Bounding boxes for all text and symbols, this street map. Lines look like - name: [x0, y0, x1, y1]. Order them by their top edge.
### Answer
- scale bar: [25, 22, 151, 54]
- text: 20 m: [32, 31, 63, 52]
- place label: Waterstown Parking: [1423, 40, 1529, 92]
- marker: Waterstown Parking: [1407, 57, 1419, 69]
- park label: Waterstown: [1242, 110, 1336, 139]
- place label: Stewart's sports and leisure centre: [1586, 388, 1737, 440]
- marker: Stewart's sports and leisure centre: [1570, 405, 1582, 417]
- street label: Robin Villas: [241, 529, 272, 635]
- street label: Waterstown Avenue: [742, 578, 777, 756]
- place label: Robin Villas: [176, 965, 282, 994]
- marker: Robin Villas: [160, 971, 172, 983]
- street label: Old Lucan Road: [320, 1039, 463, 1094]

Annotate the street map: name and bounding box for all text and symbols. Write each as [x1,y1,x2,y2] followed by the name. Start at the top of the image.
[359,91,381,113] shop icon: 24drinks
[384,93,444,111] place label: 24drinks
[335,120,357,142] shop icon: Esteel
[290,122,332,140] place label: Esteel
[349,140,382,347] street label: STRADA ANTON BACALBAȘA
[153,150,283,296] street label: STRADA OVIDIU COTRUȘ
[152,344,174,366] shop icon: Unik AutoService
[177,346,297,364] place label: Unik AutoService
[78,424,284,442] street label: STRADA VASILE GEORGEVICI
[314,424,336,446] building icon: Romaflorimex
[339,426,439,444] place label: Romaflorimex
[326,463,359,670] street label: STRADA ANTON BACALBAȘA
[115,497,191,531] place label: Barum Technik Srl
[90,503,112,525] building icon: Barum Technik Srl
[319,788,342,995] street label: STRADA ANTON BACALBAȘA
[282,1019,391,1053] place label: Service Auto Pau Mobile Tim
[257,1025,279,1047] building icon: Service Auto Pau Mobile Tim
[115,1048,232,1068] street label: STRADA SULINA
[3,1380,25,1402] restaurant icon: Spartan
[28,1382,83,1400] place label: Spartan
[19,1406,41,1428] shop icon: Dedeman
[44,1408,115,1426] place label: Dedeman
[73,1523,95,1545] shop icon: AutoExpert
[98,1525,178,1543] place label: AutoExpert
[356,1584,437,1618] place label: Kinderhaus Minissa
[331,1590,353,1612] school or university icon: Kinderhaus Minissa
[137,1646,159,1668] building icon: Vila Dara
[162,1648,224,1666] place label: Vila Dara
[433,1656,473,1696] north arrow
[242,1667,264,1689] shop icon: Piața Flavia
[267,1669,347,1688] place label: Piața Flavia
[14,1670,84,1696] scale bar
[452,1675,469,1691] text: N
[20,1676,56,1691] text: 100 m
· · · · · · ·
Which lines hold the string "AutoService"? Copy all of them from the data above.

### SOLUTION
[152,344,174,366] shop icon: Unik AutoService
[177,346,297,364] place label: Unik AutoService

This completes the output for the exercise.